-------- Working data
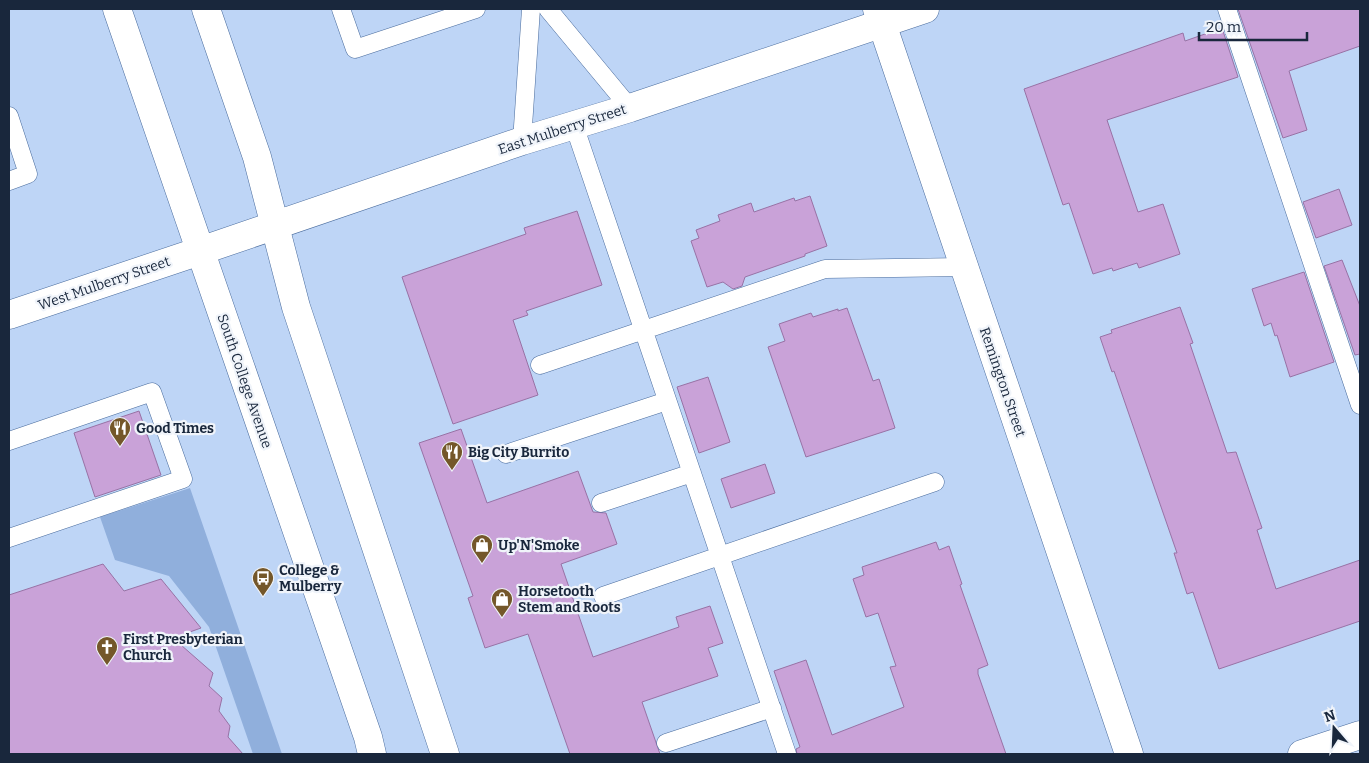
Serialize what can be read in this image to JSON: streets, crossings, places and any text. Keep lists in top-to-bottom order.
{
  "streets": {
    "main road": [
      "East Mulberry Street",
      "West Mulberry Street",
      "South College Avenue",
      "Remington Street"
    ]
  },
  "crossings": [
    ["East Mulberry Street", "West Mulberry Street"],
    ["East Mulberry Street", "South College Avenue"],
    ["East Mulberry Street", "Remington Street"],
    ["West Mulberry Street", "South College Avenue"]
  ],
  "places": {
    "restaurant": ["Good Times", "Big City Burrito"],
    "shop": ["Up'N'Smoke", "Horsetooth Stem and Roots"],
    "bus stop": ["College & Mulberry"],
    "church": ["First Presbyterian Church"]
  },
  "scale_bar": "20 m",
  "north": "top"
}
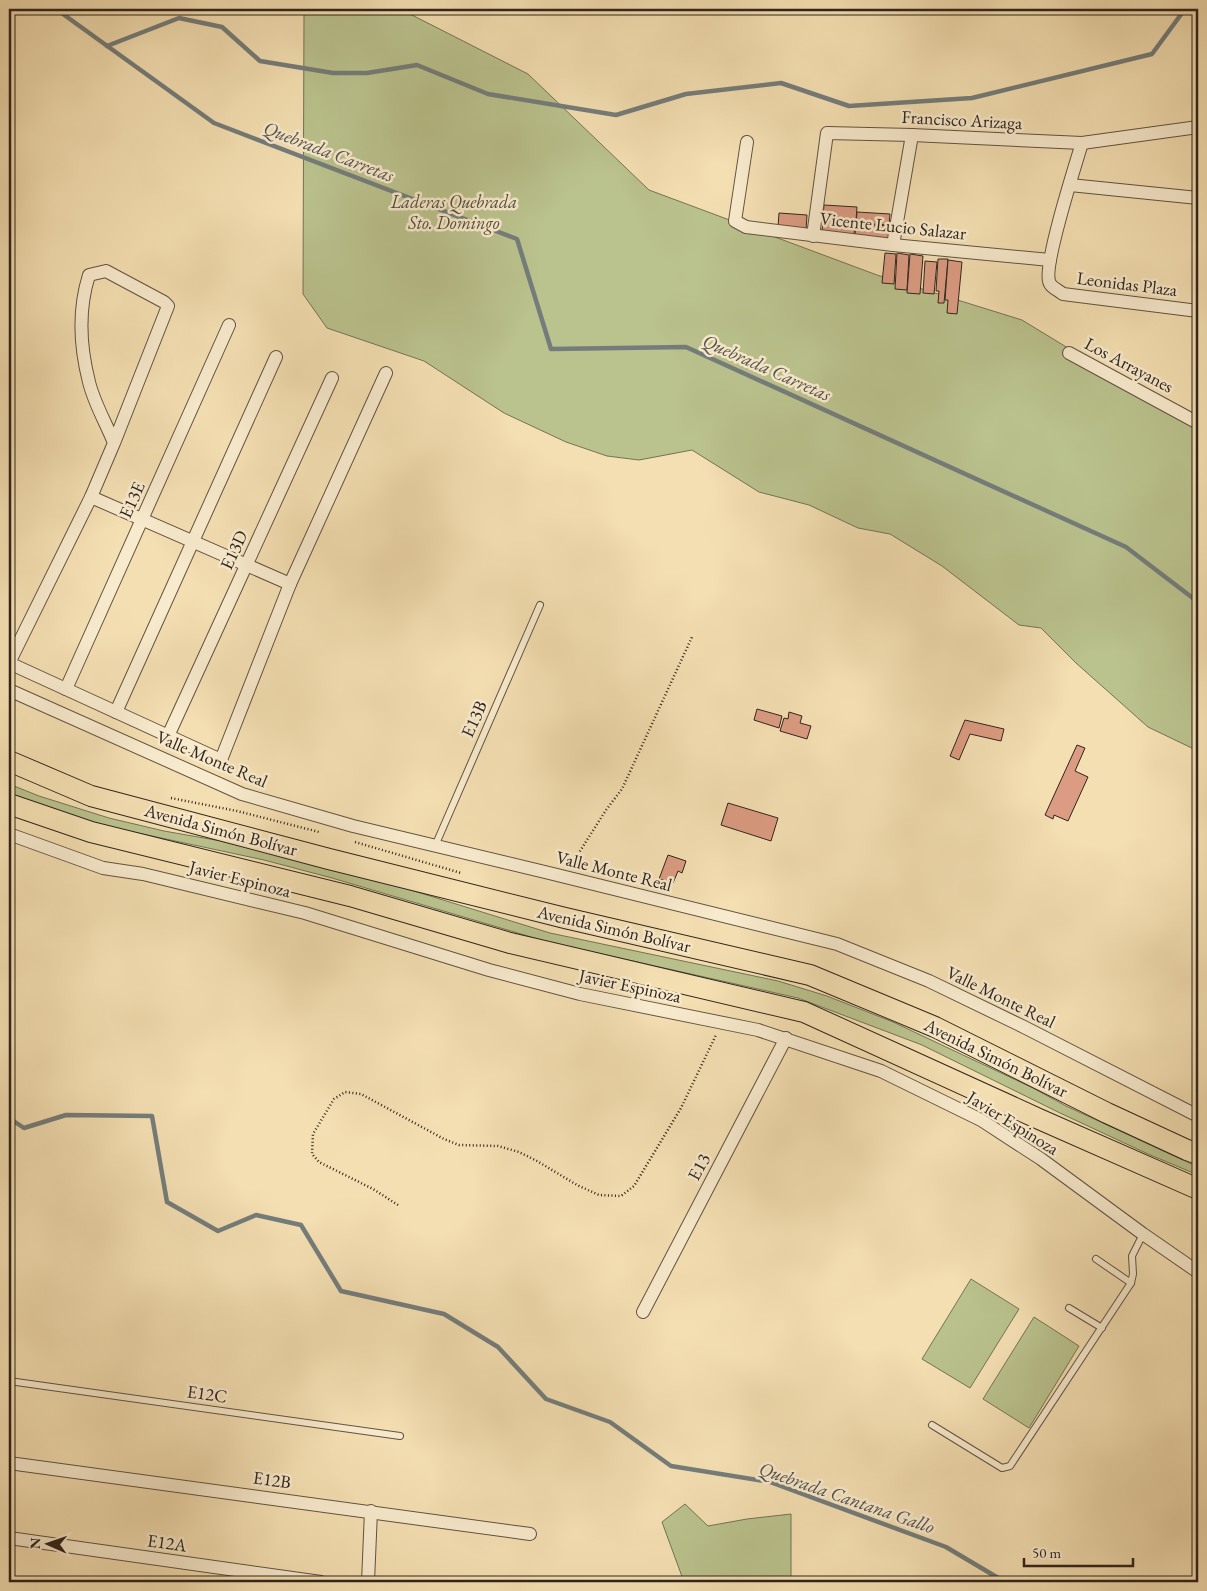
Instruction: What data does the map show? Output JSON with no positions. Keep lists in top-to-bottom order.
----------------
■ Work to complete
Without copying the pictures, transcribe the entries exactly.

■ Answer space
Serialize what can be read in this image to JSON: streets, crossings, places and any text. Keep lists in top-to-bottom order.
{
  "streets": {
    "main road": [
      "East Mulberry Street",
      "West Mulberry Street",
      "South College Avenue",
      "Remington Street"
    ]
  },
  "crossings": [
    ["East Mulberry Street", "West Mulberry Street"],
    ["East Mulberry Street", "South College Avenue"],
    ["East Mulberry Street", "Remington Street"],
    ["West Mulberry Street", "South College Avenue"]
  ],
  "places": {
    "restaurant": ["Good Times", "Big City Burrito"],
    "shop": ["Up'N'Smoke", "Horsetooth Stem and Roots"],
    "bus stop": ["College & Mulberry"],
    "church": ["First Presbyterian Church"]
  },
  "scale_bar": "20 m",
  "north": "top"
}
Instruction: What data does the map show? Output JSON with no positions. Keep lists in top-to-bottom order.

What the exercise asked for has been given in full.